▸ **Data for processing**:
Segment Open

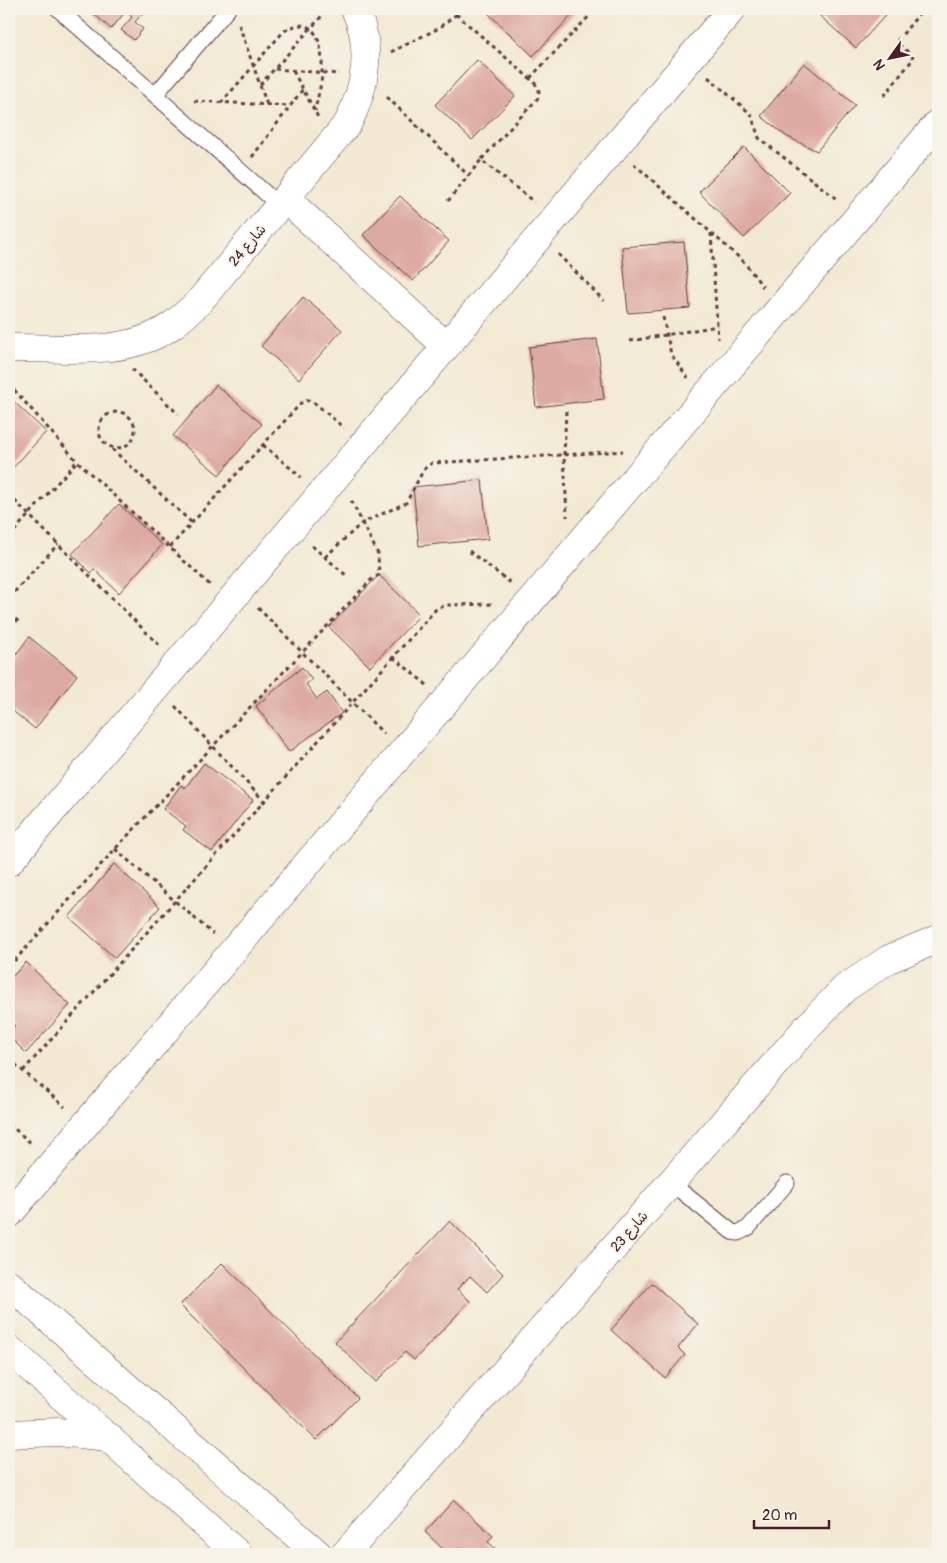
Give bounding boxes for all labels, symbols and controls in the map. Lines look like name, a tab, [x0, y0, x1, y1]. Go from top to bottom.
north arrow	[864, 32, 914, 82]
text: N	[870, 56, 889, 73]
street label: شارع 24	[225, 221, 271, 270]
street label: شارع 23	[607, 1207, 652, 1256]
scale bar	[754, 1498, 830, 1530]
text: 20 m	[762, 1506, 797, 1525]

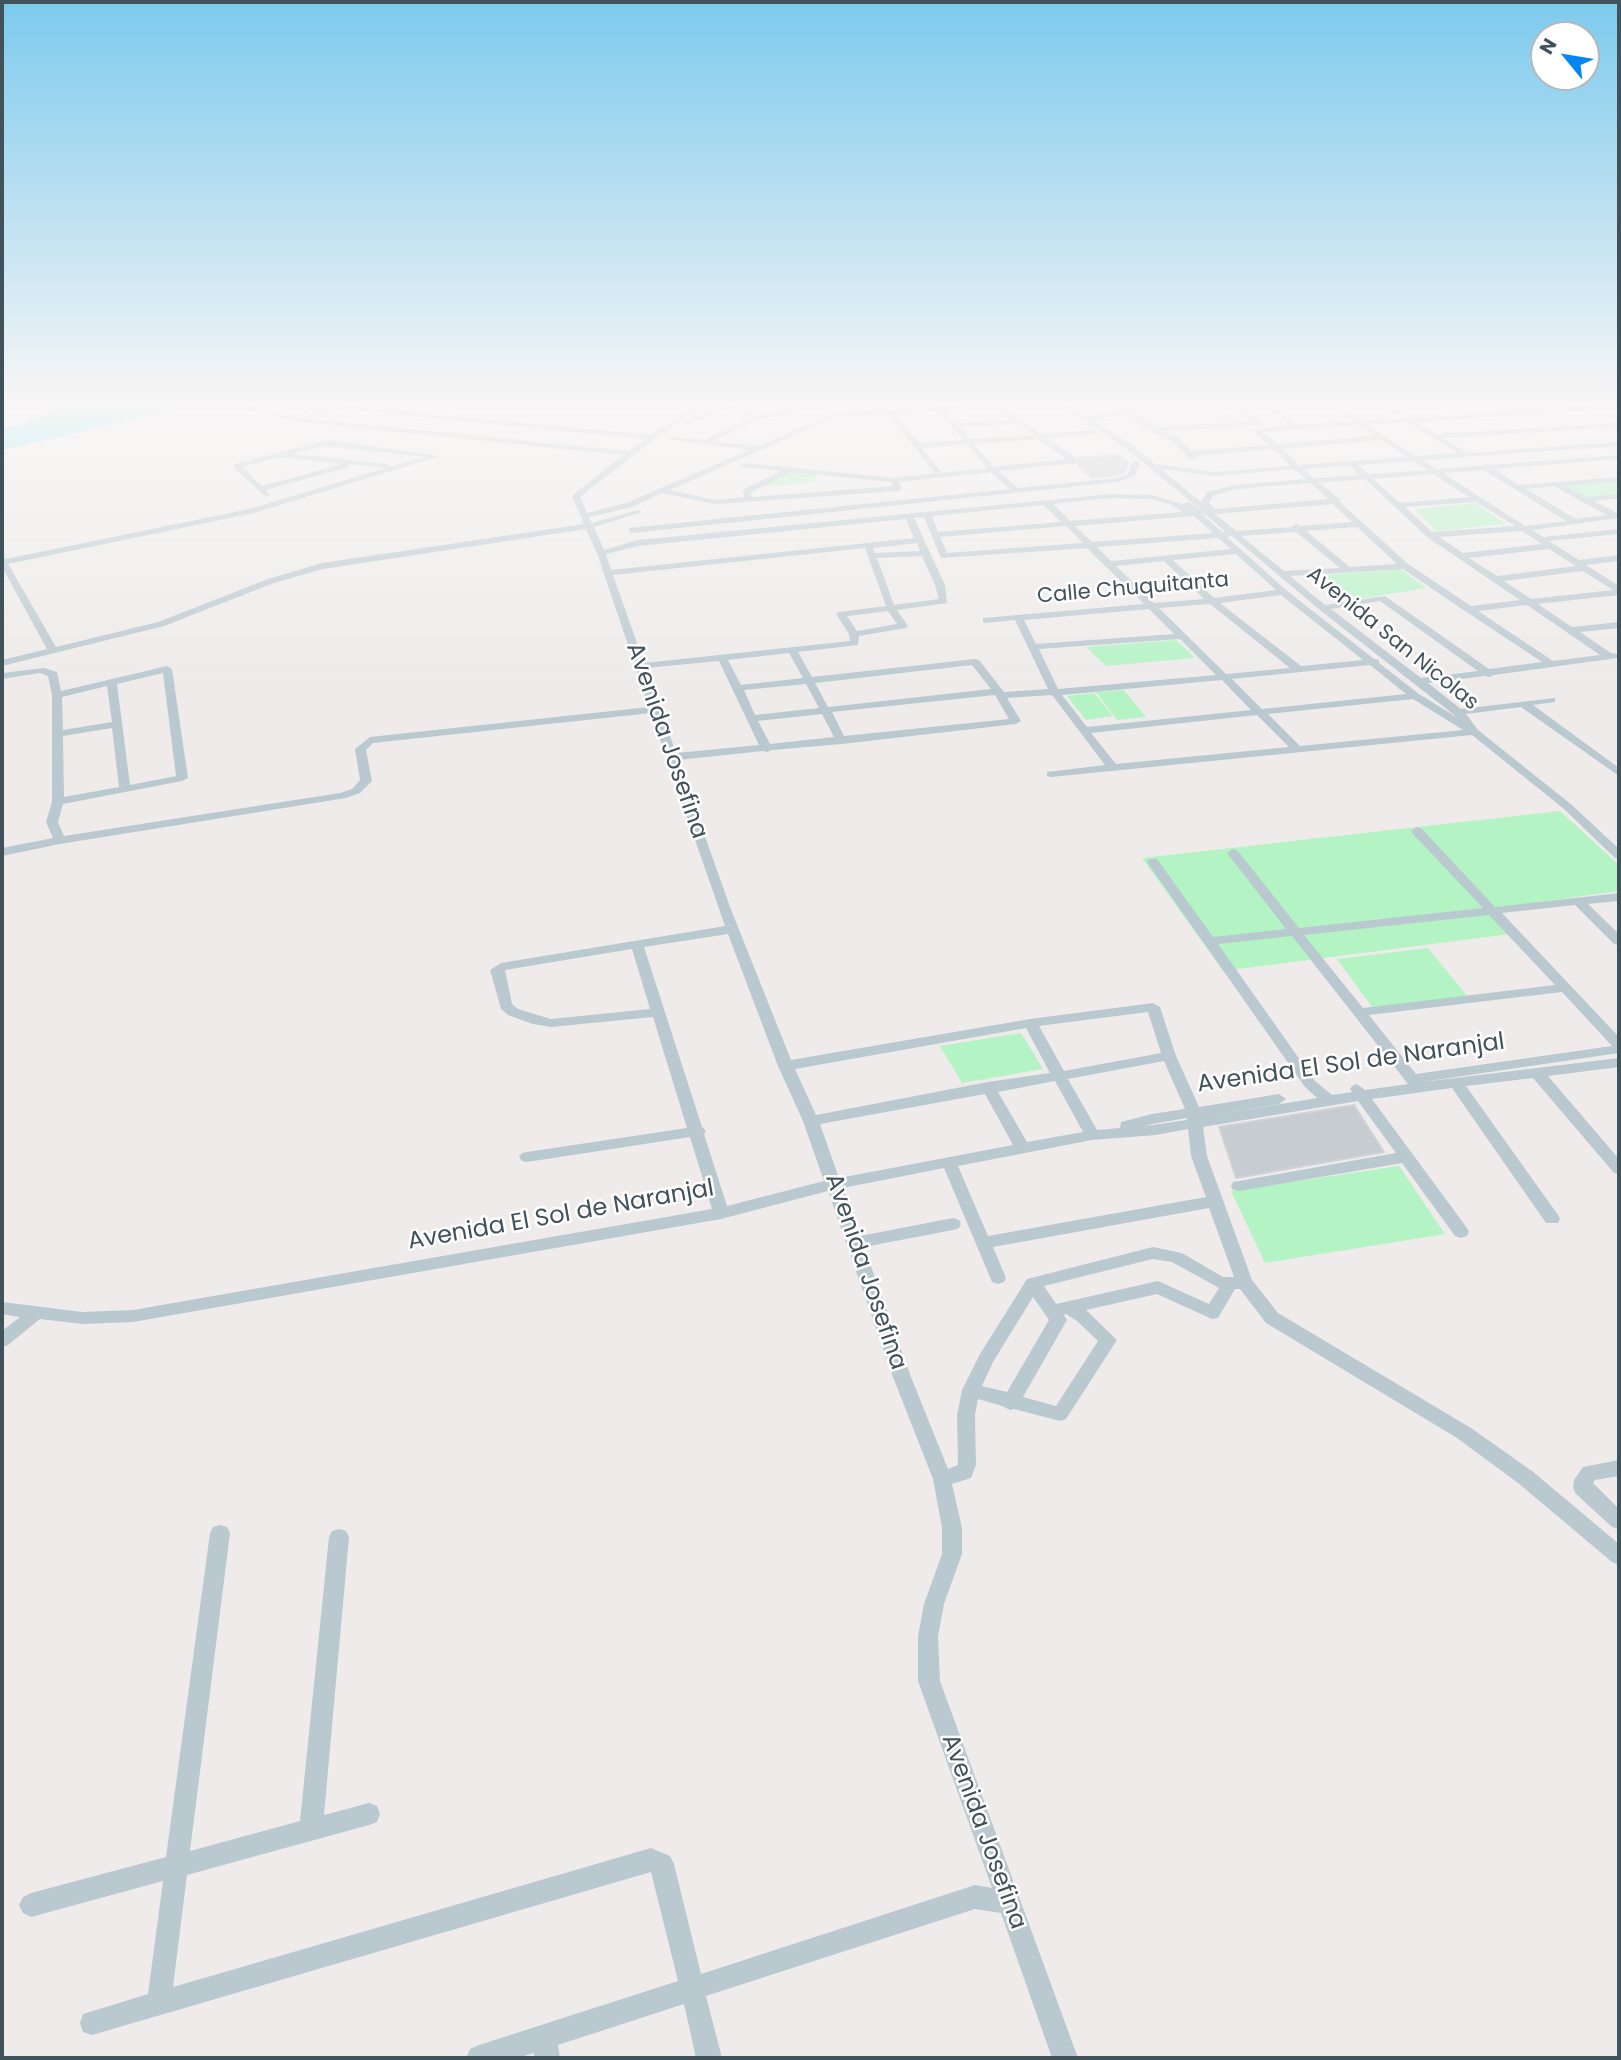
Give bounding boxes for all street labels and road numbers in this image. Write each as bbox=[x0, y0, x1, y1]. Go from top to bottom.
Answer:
street label: Avenida San Nicolas bbox=[1301, 562, 1483, 716]
street label: Calle Chuquitanta bbox=[1036, 568, 1230, 610]
street label: Avenida Josefina bbox=[619, 639, 713, 843]
street label: Avenida El Sol de Naranjal bbox=[1195, 1028, 1507, 1100]
street label: Avenida Josefina bbox=[818, 1170, 912, 1374]
street label: Avenida El Sol de Naranjal bbox=[406, 1175, 716, 1257]
street label: Avenida Josefina bbox=[934, 1731, 1032, 1933]

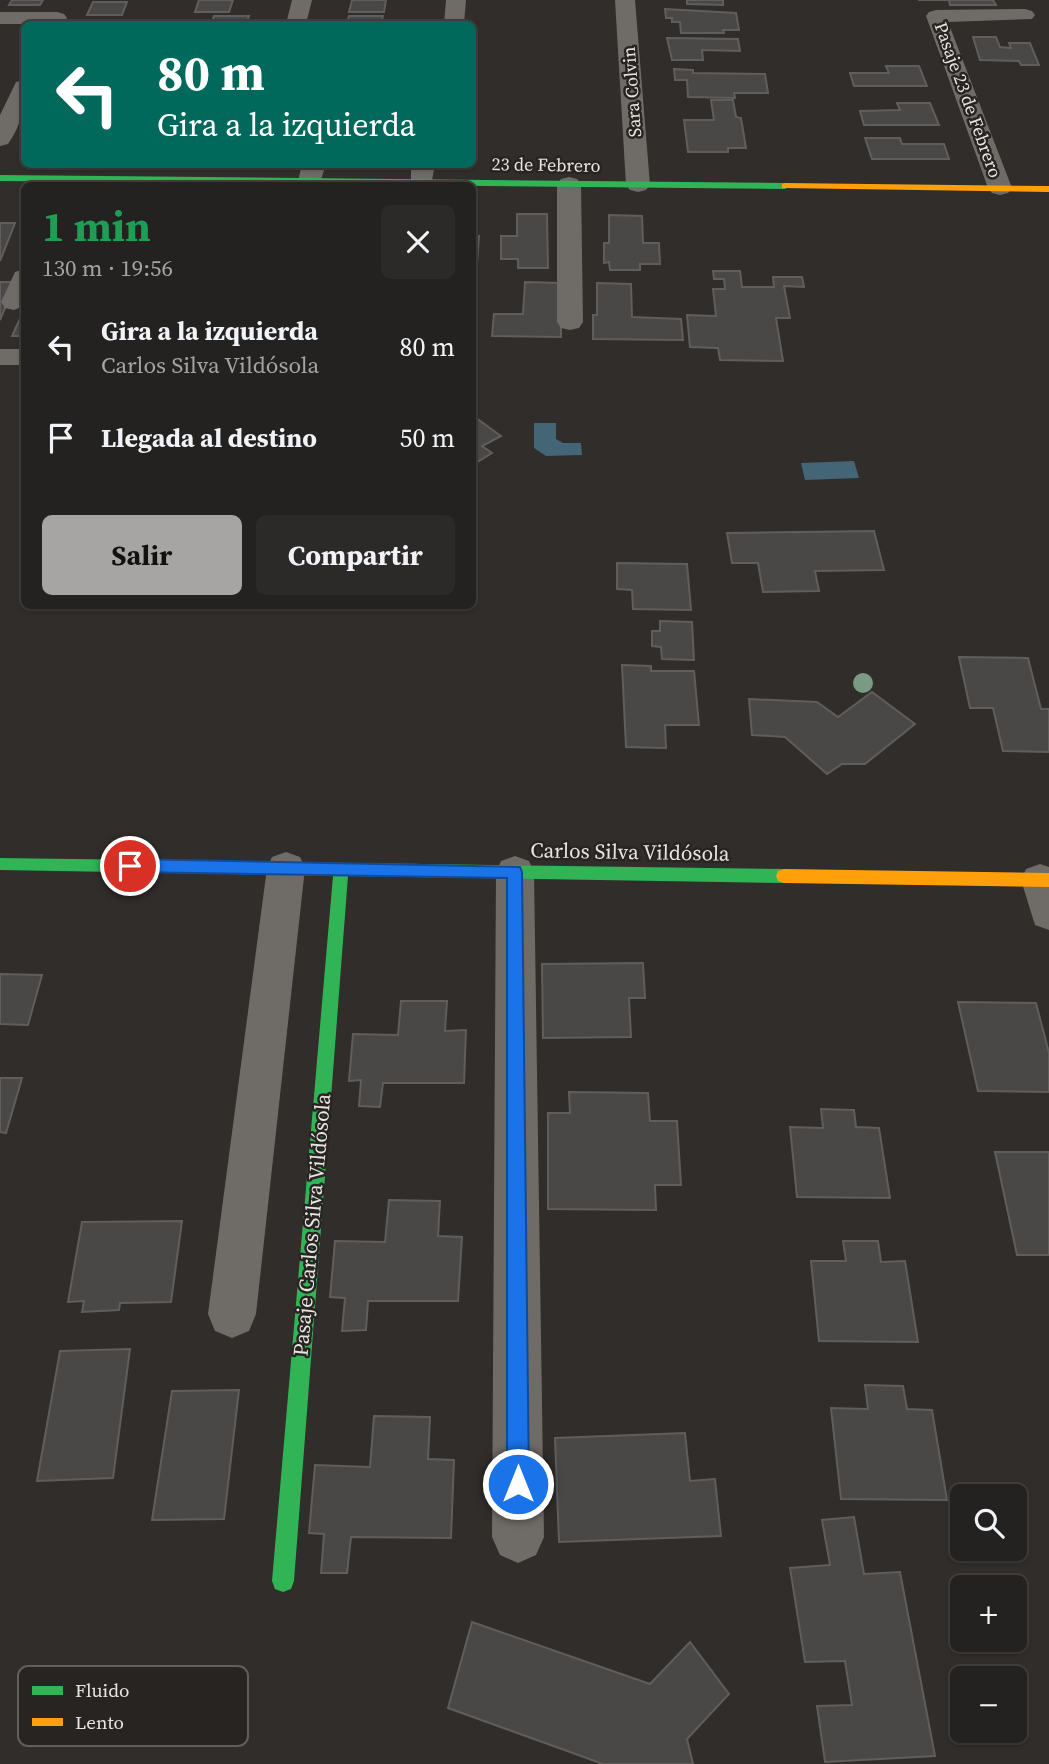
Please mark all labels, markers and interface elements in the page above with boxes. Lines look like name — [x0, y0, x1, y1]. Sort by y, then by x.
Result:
street label: Pasaje 23 de Febrero — [929, 19, 1008, 181]
text: 80 m — [157, 39, 265, 106]
street label: Sara Colvin — [616, 46, 647, 138]
icon: left — [42, 49, 133, 140]
text: Gira a la izquierda — [157, 103, 416, 147]
street label: 23 de Febrero — [491, 151, 601, 178]
text: 1 min — [42, 197, 151, 255]
button: close — [381, 205, 455, 279]
text: 130 m · 19:56 — [42, 252, 173, 284]
text: Gira a la izquierda — [101, 313, 318, 349]
icon: left — [42, 328, 80, 366]
text: 80 m — [400, 329, 455, 365]
text: Carlos Silva Vildósola — [101, 349, 319, 381]
icon: arrive — [42, 419, 80, 457]
text: Llegada al destino — [101, 420, 317, 456]
text: 50 m — [400, 420, 455, 456]
button: Salir — [42, 515, 242, 595]
button: Compartir — [256, 515, 455, 595]
street label: Carlos Silva Vildósola — [530, 835, 730, 868]
pin — [100, 836, 160, 896]
icon: arrive — [111, 847, 149, 885]
street label: Pasaje Carlos Silva Vildósola — [286, 1092, 337, 1357]
position arrow — [481, 1447, 555, 1521]
map controls — [950, 1484, 1027, 1743]
button: search — [950, 1484, 1027, 1561]
button: + — [950, 1575, 1027, 1652]
legend — [18, 1666, 248, 1746]
button: − — [950, 1666, 1027, 1743]
text: Fluido — [75, 1677, 129, 1703]
text: Lento — [75, 1709, 124, 1735]

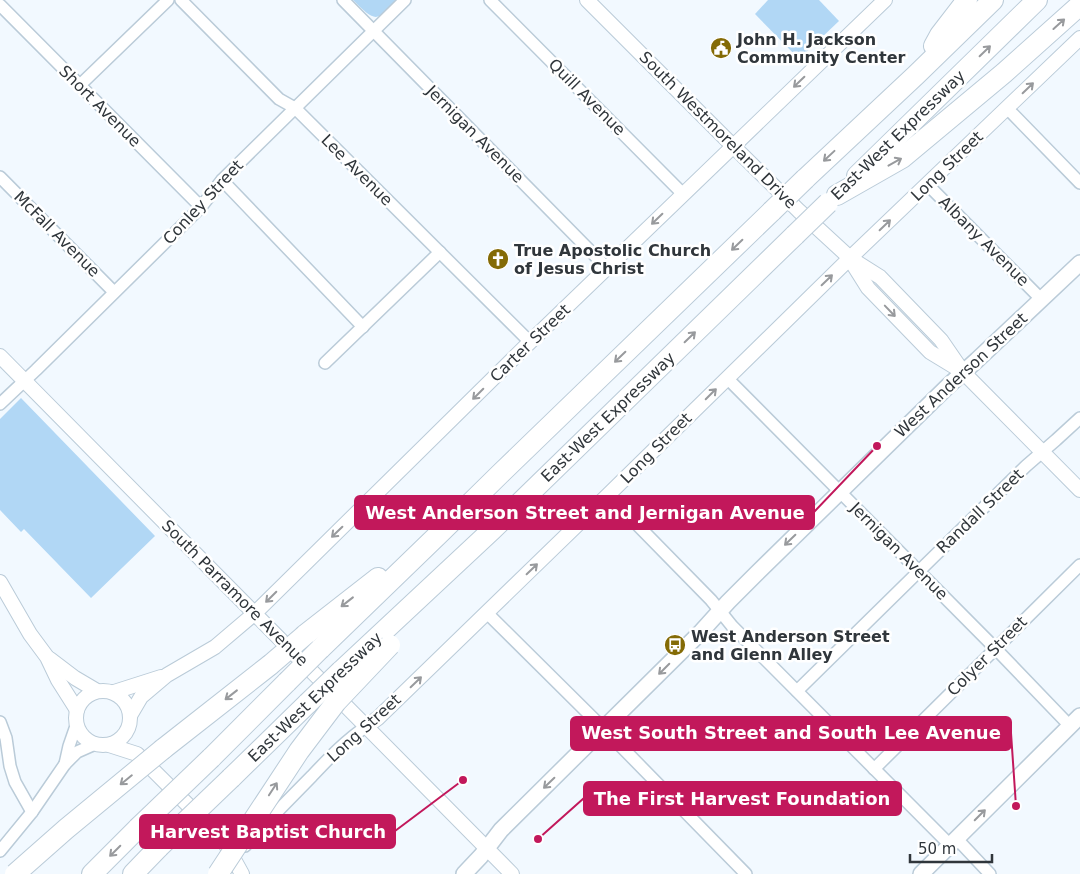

Segment Closed

Everything in the listing above must be retyped exactly, except for the pictures.

Give bounding boxes for all labels, symbols and controls in the map. Lines look like name, a tab, [x0, y0, x1, y1]. Go from top to bottom.
north arrow	[864, 32, 914, 82]
text: N	[870, 56, 889, 73]
street label: شارع 24	[225, 221, 271, 270]
street label: شارع 23	[607, 1207, 652, 1256]
scale bar	[754, 1498, 830, 1530]
text: 20 m	[762, 1506, 797, 1525]

Give bounding boxes for all street labels and road numbers in this image. Write each as bbox=[x0, y0, x1, y1]. Go from top to bottom.
Answer:
street label: Avenida San Nicolas bbox=[1301, 562, 1483, 716]
street label: Calle Chuquitanta bbox=[1036, 568, 1230, 610]
street label: Avenida Josefina bbox=[619, 639, 713, 843]
street label: Avenida El Sol de Naranjal bbox=[1195, 1028, 1507, 1100]
street label: Avenida Josefina bbox=[818, 1170, 912, 1374]
street label: Avenida El Sol de Naranjal bbox=[406, 1175, 716, 1257]
street label: Avenida Josefina bbox=[934, 1731, 1032, 1933]

Please mark all labels, markers and interface elements in the page above with boxes. Lines look like name — [x0, y0, x1, y1]. Sort by y, then by x.
Result:
street label: Pasaje 23 de Febrero — [929, 19, 1008, 181]
text: 80 m — [157, 39, 265, 106]
street label: Sara Colvin — [616, 46, 647, 138]
icon: left — [42, 49, 133, 140]
text: Gira a la izquierda — [157, 103, 416, 147]
street label: 23 de Febrero — [491, 151, 601, 178]
text: 1 min — [42, 197, 151, 255]
button: close — [381, 205, 455, 279]
text: 130 m · 19:56 — [42, 252, 173, 284]
text: Gira a la izquierda — [101, 313, 318, 349]
icon: left — [42, 328, 80, 366]
text: 80 m — [400, 329, 455, 365]
text: Carlos Silva Vildósola — [101, 349, 319, 381]
icon: arrive — [42, 419, 80, 457]
text: Llegada al destino — [101, 420, 317, 456]
text: 50 m — [400, 420, 455, 456]
button: Salir — [42, 515, 242, 595]
button: Compartir — [256, 515, 455, 595]
street label: Carlos Silva Vildósola — [530, 835, 730, 868]
pin — [100, 836, 160, 896]
icon: arrive — [111, 847, 149, 885]
street label: Pasaje Carlos Silva Vildósola — [286, 1092, 337, 1357]
position arrow — [481, 1447, 555, 1521]
map controls — [950, 1484, 1027, 1743]
button: search — [950, 1484, 1027, 1561]
button: + — [950, 1575, 1027, 1652]
legend — [18, 1666, 248, 1746]
button: − — [950, 1666, 1027, 1743]
text: Fluido — [75, 1677, 129, 1703]
text: Lento — [75, 1709, 124, 1735]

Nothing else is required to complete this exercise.